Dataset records

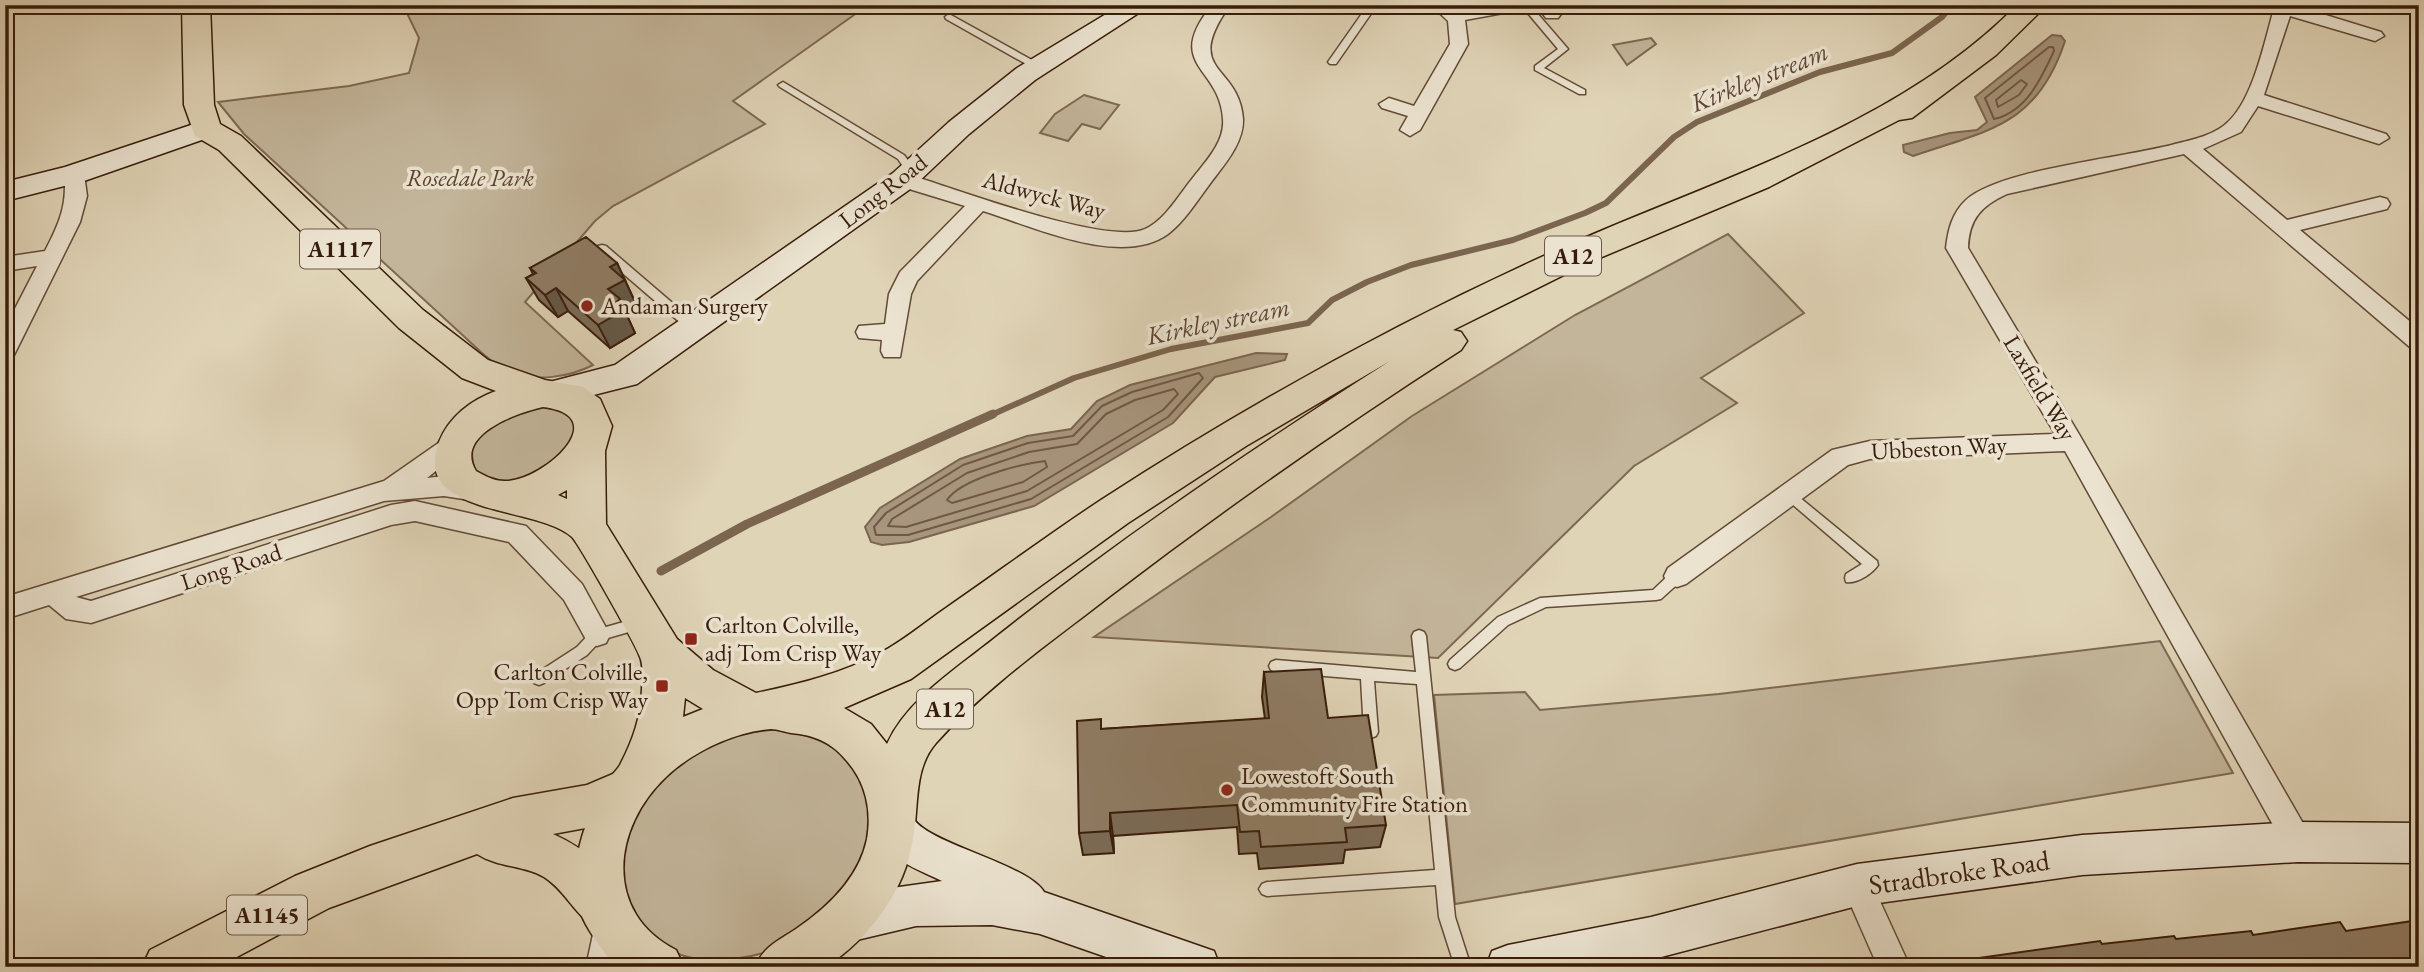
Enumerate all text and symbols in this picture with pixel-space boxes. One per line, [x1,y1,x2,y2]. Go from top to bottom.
water label: Kirkley stream [1684,34,1833,120]
street label: Long Road [832,146,934,235]
park label: Rosedale Park [406,162,534,193]
street label: Aldwyck Way [978,163,1110,226]
road number: A1117 [300,230,380,268]
road number: A12 [1545,236,1601,276]
water label: Kirkley stream [1142,289,1293,353]
place label: Andaman Surgery [600,290,768,321]
marker: Andaman Surgery [579,298,595,314]
street label: Laxfield Way [1997,329,2084,447]
street label: Ubbeston Way [1870,428,2008,467]
street label: Long Road [177,535,286,597]
place label: Carlton Colville, adj Tom Crisp Way [705,609,882,668]
marker: Carlton Colville, adj Tom Crisp Way [683,631,699,647]
place label: Carlton Colville, Opp Tom Crisp Way [456,656,648,715]
marker: Carlton Colville, Opp Tom Crisp Way [654,678,670,694]
road number: A12 [917,690,973,729]
place label: Lowestoft South Community Fire Station [1241,760,1468,819]
marker: Lowestoft South Community Fire Station [1219,782,1235,798]
street label: Stradbroke Road [1866,841,2052,902]
road number: A1145 [227,896,307,934]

Task details -> Write out the data exactly, but not its pictures.

Exercise output ->
Enumerate all text and symbols in this picture with pixel-space boxes. One per line, [x1,y1,x2,y2]. Go from top to bottom.
water label: Kirkley stream [1684,34,1833,120]
street label: Long Road [832,146,934,235]
park label: Rosedale Park [406,162,534,193]
street label: Aldwyck Way [978,163,1110,226]
road number: A1117 [300,230,380,268]
road number: A12 [1545,236,1601,276]
water label: Kirkley stream [1142,289,1293,353]
place label: Andaman Surgery [600,290,768,321]
marker: Andaman Surgery [579,298,595,314]
street label: Laxfield Way [1997,329,2084,447]
street label: Ubbeston Way [1870,428,2008,467]
street label: Long Road [177,535,286,597]
place label: Carlton Colville, adj Tom Crisp Way [705,609,882,668]
marker: Carlton Colville, adj Tom Crisp Way [683,631,699,647]
place label: Carlton Colville, Opp Tom Crisp Way [456,656,648,715]
marker: Carlton Colville, Opp Tom Crisp Way [654,678,670,694]
road number: A12 [917,690,973,729]
place label: Lowestoft South Community Fire Station [1241,760,1468,819]
marker: Lowestoft South Community Fire Station [1219,782,1235,798]
street label: Stradbroke Road [1866,841,2052,902]
road number: A1145 [227,896,307,934]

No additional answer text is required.